# Aim of the exercise
Copy out, from the entries below, each line holding the string "absolute".

▬▬▬▬▬▬

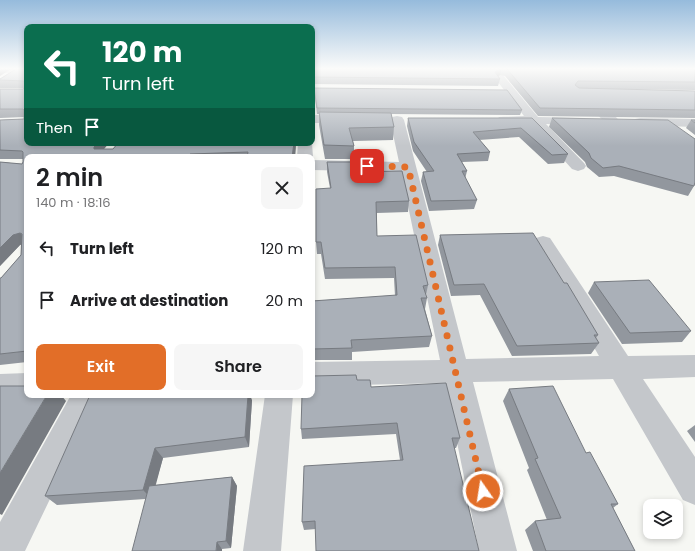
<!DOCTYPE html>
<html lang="en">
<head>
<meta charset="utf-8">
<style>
	body { margin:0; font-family:Poppins,sans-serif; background:#f6f6f6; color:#202124; height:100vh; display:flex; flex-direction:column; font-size:15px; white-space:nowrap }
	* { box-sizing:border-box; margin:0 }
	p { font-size:13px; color:#757577 }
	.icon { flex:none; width:22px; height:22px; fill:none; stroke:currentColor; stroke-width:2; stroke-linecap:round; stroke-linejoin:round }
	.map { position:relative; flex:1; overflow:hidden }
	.side { position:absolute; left:24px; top:154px; width:291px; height:244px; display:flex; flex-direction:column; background:#fff; border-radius:8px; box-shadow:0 2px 6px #0003 }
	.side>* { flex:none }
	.top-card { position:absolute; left:24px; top:24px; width:291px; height:122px; border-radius:8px; box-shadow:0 2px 6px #0003; background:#0b6e4f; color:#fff; overflow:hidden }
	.fabs { position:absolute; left:643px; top:499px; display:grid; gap:8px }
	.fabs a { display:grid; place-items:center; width:40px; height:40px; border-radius:8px; background:#fff; box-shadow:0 2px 6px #0003; font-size:20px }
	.pin { position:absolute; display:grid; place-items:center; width:34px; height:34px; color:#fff; margin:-17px; border-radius:8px; box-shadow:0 2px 6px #0006 }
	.me { position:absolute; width:44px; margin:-22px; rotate:347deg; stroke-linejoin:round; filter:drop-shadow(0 0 3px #0008) }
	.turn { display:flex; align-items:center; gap:14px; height:84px; padding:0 12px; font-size:18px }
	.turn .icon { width:52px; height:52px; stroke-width:2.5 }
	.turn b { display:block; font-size:28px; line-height:34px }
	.then { display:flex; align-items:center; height:38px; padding:0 12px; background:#0003; gap:8px; font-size:15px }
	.round { display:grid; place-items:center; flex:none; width:42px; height:42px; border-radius:8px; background:#f6f6f6 }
	.head { display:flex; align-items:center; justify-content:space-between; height:68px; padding:0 12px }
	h1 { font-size:24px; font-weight:600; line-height:30px }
	.action { display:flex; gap:8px; margin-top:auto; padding:8px 12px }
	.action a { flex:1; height:46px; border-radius:8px; background:#e26e28; color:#fff; font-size:16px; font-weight:600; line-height:46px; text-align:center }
	.action a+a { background:#f6f6f6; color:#202124 }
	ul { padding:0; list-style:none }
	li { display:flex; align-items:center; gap:12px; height:52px; padding:0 12px }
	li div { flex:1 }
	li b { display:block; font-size:15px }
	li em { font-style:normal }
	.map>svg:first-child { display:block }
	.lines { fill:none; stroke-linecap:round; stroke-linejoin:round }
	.street { fill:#c4c7cb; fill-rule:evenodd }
	.wall { fill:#92979e }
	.shaded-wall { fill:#777b81 }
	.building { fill:#aab0b8; stroke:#777b81 }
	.route { stroke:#e26e28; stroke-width:7; stroke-dasharray:0 12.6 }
</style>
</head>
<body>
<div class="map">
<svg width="695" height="551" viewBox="0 0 695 551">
	<rect width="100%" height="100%" fill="#f6f7f3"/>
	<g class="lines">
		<path class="street" d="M0,69H21L22,70L17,73H0Z
			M488,69H498L538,117L585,118L587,121L585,124L580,125L546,124L584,163L586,166L584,169L578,171L572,169L531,124L499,123L497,120L499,117L524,116Z
			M549,69H560L617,118L619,121L617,124H607Z
			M312,115H348L353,116L354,119L353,122L348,123H312Z
			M397,116L402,117L404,120L466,359L599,356L533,242L536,238L543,236L550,238L628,356L695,355V377L643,379L695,457V505L683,500L613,379L473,382L517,551H479L445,383L312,386V362L440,360L401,172L312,170V160L399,162L390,120L392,117Z
			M640,118L695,119V127L635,125L633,122L635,119Z
			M298,143H312L313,157L312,158L297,157Z
			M27,373V395H34L27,397L0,398V374Z
			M71,395H100L25,551H0V522Z
			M265,395H293L281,551H243Z"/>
	</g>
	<path class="wall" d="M16,69L109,143L104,149H113L118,143H296L295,157H27V362L0,365V278H1L21,255V244L20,245L0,266V162L22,164L23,162V159H0V120L24,119V117L0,118V89H23L24,88H0V79Z
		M312,69H695V90L607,89L695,91V118L538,116L505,76L500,75L498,76L500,79L498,86L312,84Z
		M314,88L522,110L520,115L391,114L394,127L393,140L353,141L354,146V159H325L319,125V114H317Z
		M408,118H532L568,154L564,163L548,164L519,137L479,140L490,152L488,161L462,162L467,171L465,179L477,200L474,209L429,211L421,181L423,172H427L413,151L407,126Z
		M552,118L694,186L688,196L614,176L599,177L587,167L585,162L549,127Z
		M691,120L695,123V135L686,128Z
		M327,162L360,172L409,201L408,212L377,213V236L428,285L426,295L427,298L425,309L432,336L429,347L352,352V360H312V301L395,296L394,278L325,279L321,254H317L316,242L330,188L327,172Z
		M440,235L564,283L598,335L596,338L599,343L591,354L512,356L480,295L451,296L438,245Z
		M594,282L691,331L682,342L622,344L588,293Z
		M357,380L371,387L460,438L456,448H454L316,529L304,530L302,522L400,460L396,434L302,439L301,429Z
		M509,389L586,453L618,504L613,508L635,551H533L525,530L535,521L547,520L527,470L529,468L503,401Z
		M252,400L249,447L163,458L155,485L232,477L237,486L231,548L222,549L145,499L57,505L45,496Z
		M695,425V442L687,431Z"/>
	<path class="shaded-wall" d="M0,69H11L0,76Z
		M500,69H502L500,75L494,79L495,72Z
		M98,143H109L98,156L94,149V147Z
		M294,143H296L295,157H292Z
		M20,233L27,243L20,245L0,266V248L13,235Z
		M47,395H61L66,401L2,515L0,514V473Z
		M248,395H250L252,400L249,447L245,437Z
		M155,448L163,458L152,499L143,490Z
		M232,477L237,486L231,548L226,541Z
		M217,542L222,549V551H216Z"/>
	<path class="building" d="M16,69H27V143H98L94,147V149H113L118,143H294L292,157H247L248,152L190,154L189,157H27V351L0,354V278H1L21,255L22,234L20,233L13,235L0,248V162L22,164L23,162V152L22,151L0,150V120L24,119V110L23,109H0V89H23L25,88L24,81L0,80V79Z
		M312,69H500L495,72L500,79L312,77Z
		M506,69H695V82L578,81L575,85L579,88L695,91V110L540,108L507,69Z
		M314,88L507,90L522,110L317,108Z
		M319,112L391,113L394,127L349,128L354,146L324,145Z
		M408,118H532L568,154L552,155L521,128L473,132L490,152L457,154L467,171H462L477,200L431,201L423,172L434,171L414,142Z
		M552,118L668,120L695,139V182L694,186L619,166L603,168L591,158L589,153Z
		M691,120H695V123Z
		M327,162H358L360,172L402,171L409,201L376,202L377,236L416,235L428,285L423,286L427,298H421L432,336L351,340L352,348L312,349V301L397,295L395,267L325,268L321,242H316V189L331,188Z
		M533,233L564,283H567L598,335H594L599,343L517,346L484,284L454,285L440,235Z
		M649,280L691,331L630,333L594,282Z
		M356,375L357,380H370L371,387L446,383L460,438H452L479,551H316L315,521L302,522L304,466L403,460L397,423L301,429L302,395H312V376Z
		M0,386H27V395H47L0,473Z
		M553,386L586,453L590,452L618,504H611L635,551H546L535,521L561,518L535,459L538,458L509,389Z
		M90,395H248L245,437L155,448L143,490L45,496Z
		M232,477L226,541L217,542L216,551H132L149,486Z"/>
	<linearGradient id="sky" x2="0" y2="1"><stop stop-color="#96bbdc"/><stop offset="0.47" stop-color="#fbfbfa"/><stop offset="1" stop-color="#fbfbfa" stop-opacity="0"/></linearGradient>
	<rect width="695" height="146" fill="url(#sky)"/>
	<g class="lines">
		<path class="route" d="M367,166L408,167L483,491"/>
	</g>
</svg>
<div class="fabs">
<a><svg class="icon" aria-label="layers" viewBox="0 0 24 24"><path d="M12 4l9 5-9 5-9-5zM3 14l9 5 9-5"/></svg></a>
</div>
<div class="pin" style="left:367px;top:166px;background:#d93025"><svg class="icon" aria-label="arrive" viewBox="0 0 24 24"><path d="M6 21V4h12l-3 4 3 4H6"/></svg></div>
<svg class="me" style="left:483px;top:491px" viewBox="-20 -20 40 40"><circle r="17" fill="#e26e28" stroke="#fff" stroke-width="3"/><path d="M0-11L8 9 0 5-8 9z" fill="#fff"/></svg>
<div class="top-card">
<div class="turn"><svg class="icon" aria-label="left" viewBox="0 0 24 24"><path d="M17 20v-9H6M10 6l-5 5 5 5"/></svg><div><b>120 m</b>Turn left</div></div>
<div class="then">Then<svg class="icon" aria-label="arrive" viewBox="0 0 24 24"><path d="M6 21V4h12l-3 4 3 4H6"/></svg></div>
</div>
<section class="side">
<div class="head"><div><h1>2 min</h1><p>140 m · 18:16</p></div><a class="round"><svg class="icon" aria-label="close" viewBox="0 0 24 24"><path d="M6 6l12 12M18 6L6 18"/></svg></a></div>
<ul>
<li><svg class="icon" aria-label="left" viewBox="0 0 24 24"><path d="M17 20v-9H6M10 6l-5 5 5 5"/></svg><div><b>Turn left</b></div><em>120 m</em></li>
<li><svg class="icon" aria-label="arrive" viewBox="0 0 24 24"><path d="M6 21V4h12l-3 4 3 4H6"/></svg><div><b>Arrive at destination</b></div><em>20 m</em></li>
</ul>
<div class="action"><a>Exit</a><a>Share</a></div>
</section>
</div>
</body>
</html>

▬▬▬▬▬▬

# Answer to the problem
	.side { position:absolute; left:24px; top:154px; width:291px; height:244px; display:flex; flex-direction:column; background:#fff; border-radius:8px; box-shadow:0 2px 6px #0003 }
	.top-card { position:absolute; left:24px; top:24px; width:291px; height:122px; border-radius:8px; box-shadow:0 2px 6px #0003; background:#0b6e4f; color:#fff; overflow:hidden }
	.fabs { position:absolute; left:643px; top:499px; display:grid; gap:8px }
	.pin { position:absolute; display:grid; place-items:center; width:34px; height:34px; color:#fff; margin:-17px; border-radius:8px; box-shadow:0 2px 6px #0006 }
	.me { position:absolute; width:44px; margin:-22px; rotate:347deg; stroke-linejoin:round; filter:drop-shadow(0 0 3px #0008) }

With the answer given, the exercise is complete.